Please retype the data below in full.
Record extracts below:
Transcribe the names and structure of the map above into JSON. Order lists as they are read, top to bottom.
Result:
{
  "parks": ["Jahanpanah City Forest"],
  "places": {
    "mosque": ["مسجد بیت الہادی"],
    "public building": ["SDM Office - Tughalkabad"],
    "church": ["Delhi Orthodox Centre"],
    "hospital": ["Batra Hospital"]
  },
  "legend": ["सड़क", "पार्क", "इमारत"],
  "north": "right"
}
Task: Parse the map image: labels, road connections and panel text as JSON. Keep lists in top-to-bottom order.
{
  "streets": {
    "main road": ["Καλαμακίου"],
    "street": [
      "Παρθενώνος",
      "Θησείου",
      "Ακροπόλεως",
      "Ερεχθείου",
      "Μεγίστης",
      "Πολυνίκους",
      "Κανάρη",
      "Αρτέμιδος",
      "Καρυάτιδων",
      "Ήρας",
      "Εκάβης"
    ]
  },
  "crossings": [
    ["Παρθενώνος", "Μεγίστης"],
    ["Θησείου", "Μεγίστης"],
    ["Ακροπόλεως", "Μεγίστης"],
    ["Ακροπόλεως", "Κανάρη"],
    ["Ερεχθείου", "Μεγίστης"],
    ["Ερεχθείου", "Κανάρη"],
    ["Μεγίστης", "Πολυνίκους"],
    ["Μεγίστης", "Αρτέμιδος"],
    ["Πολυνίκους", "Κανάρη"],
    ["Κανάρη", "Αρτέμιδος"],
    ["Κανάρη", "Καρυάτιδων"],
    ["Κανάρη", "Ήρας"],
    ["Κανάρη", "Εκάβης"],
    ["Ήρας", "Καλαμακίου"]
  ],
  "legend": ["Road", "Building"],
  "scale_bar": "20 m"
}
End of Record extracts.
• Written reply
Transcribe the names and structure of the map above into JSON. Order lists as they are read, top to bottom.
Result:
{
  "parks": ["Jahanpanah City Forest"],
  "places": {
    "mosque": ["مسجد بیت الہادی"],
    "public building": ["SDM Office - Tughalkabad"],
    "church": ["Delhi Orthodox Centre"],
    "hospital": ["Batra Hospital"]
  },
  "legend": ["सड़क", "पार्क", "इमारत"],
  "north": "right"
}
Task: Parse the map image: labels, road connections and panel text as JSON. Keep lists in top-to-bottom order.
{
  "streets": {
    "main road": ["Καλαμακίου"],
    "street": [
      "Παρθενώνος",
      "Θησείου",
      "Ακροπόλεως",
      "Ερεχθείου",
      "Μεγίστης",
      "Πολυνίκους",
      "Κανάρη",
      "Αρτέμιδος",
      "Καρυάτιδων",
      "Ήρας",
      "Εκάβης"
    ]
  },
  "crossings": [
    ["Παρθενώνος", "Μεγίστης"],
    ["Θησείου", "Μεγίστης"],
    ["Ακροπόλεως", "Μεγίστης"],
    ["Ακροπόλεως", "Κανάρη"],
    ["Ερεχθείου", "Μεγίστης"],
    ["Ερεχθείου", "Κανάρη"],
    ["Μεγίστης", "Πολυνίκους"],
    ["Μεγίστης", "Αρτέμιδος"],
    ["Πολυνίκους", "Κανάρη"],
    ["Κανάρη", "Αρτέμιδος"],
    ["Κανάρη", "Καρυάτιδων"],
    ["Κανάρη", "Ήρας"],
    ["Κανάρη", "Εκάβης"],
    ["Ήρας", "Καλαμακίου"]
  ],
  "legend": ["Road", "Building"],
  "scale_bar": "20 m"
}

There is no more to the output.